--- START ---
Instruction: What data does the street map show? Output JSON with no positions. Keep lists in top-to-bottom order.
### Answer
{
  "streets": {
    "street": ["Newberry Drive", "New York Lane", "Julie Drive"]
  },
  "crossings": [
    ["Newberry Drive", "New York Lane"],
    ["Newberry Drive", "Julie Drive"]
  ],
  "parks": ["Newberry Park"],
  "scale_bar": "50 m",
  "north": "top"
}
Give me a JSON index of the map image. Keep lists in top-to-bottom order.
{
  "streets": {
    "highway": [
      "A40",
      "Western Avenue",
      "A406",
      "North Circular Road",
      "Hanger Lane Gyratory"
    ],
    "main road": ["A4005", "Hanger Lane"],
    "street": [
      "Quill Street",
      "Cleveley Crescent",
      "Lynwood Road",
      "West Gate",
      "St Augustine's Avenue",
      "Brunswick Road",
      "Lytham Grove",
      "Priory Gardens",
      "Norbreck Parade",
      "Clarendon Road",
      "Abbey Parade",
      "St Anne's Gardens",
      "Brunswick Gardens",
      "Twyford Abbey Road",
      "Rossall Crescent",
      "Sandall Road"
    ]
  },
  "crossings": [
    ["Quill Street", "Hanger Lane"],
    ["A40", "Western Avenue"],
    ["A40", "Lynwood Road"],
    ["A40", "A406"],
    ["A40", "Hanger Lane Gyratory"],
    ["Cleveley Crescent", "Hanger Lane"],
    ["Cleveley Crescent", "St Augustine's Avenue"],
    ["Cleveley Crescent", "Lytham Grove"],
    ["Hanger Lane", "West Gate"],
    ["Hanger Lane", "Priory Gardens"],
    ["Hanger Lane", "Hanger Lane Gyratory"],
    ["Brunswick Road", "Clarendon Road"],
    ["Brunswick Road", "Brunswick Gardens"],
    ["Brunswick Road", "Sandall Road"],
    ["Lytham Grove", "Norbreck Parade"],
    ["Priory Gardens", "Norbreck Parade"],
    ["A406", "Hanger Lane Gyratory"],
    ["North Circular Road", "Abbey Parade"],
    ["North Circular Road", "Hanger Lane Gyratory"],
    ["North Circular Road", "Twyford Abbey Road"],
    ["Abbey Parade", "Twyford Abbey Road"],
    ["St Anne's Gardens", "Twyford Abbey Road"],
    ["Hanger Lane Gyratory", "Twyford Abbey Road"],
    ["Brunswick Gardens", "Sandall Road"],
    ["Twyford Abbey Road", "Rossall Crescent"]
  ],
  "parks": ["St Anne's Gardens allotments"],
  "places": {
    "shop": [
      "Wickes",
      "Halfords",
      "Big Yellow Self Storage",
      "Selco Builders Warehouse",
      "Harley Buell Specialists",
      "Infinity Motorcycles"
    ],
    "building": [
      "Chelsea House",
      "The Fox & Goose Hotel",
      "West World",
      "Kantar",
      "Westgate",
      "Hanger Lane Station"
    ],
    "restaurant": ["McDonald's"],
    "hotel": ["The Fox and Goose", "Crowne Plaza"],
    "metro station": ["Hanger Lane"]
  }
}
--- END ---
Please return the records above in their exact form.

RESPONSE BOX ->
Instruction: What data does the street map show? Output JSON with no positions. Keep lists in top-to-bottom order.
### Answer
{
  "streets": {
    "street": ["Newberry Drive", "New York Lane", "Julie Drive"]
  },
  "crossings": [
    ["Newberry Drive", "New York Lane"],
    ["Newberry Drive", "Julie Drive"]
  ],
  "parks": ["Newberry Park"],
  "scale_bar": "50 m",
  "north": "top"
}
Give me a JSON index of the map image. Keep lists in top-to-bottom order.
{
  "streets": {
    "highway": [
      "A40",
      "Western Avenue",
      "A406",
      "North Circular Road",
      "Hanger Lane Gyratory"
    ],
    "main road": ["A4005", "Hanger Lane"],
    "street": [
      "Quill Street",
      "Cleveley Crescent",
      "Lynwood Road",
      "West Gate",
      "St Augustine's Avenue",
      "Brunswick Road",
      "Lytham Grove",
      "Priory Gardens",
      "Norbreck Parade",
      "Clarendon Road",
      "Abbey Parade",
      "St Anne's Gardens",
      "Brunswick Gardens",
      "Twyford Abbey Road",
      "Rossall Crescent",
      "Sandall Road"
    ]
  },
  "crossings": [
    ["Quill Street", "Hanger Lane"],
    ["A40", "Western Avenue"],
    ["A40", "Lynwood Road"],
    ["A40", "A406"],
    ["A40", "Hanger Lane Gyratory"],
    ["Cleveley Crescent", "Hanger Lane"],
    ["Cleveley Crescent", "St Augustine's Avenue"],
    ["Cleveley Crescent", "Lytham Grove"],
    ["Hanger Lane", "West Gate"],
    ["Hanger Lane", "Priory Gardens"],
    ["Hanger Lane", "Hanger Lane Gyratory"],
    ["Brunswick Road", "Clarendon Road"],
    ["Brunswick Road", "Brunswick Gardens"],
    ["Brunswick Road", "Sandall Road"],
    ["Lytham Grove", "Norbreck Parade"],
    ["Priory Gardens", "Norbreck Parade"],
    ["A406", "Hanger Lane Gyratory"],
    ["North Circular Road", "Abbey Parade"],
    ["North Circular Road", "Hanger Lane Gyratory"],
    ["North Circular Road", "Twyford Abbey Road"],
    ["Abbey Parade", "Twyford Abbey Road"],
    ["St Anne's Gardens", "Twyford Abbey Road"],
    ["Hanger Lane Gyratory", "Twyford Abbey Road"],
    ["Brunswick Gardens", "Sandall Road"],
    ["Twyford Abbey Road", "Rossall Crescent"]
  ],
  "parks": ["St Anne's Gardens allotments"],
  "places": {
    "shop": [
      "Wickes",
      "Halfords",
      "Big Yellow Self Storage",
      "Selco Builders Warehouse",
      "Harley Buell Specialists",
      "Infinity Motorcycles"
    ],
    "building": [
      "Chelsea House",
      "The Fox & Goose Hotel",
      "West World",
      "Kantar",
      "Westgate",
      "Hanger Lane Station"
    ],
    "restaurant": ["McDonald's"],
    "hotel": ["The Fox and Goose", "Crowne Plaza"],
    "metro station": ["Hanger Lane"]
  }
}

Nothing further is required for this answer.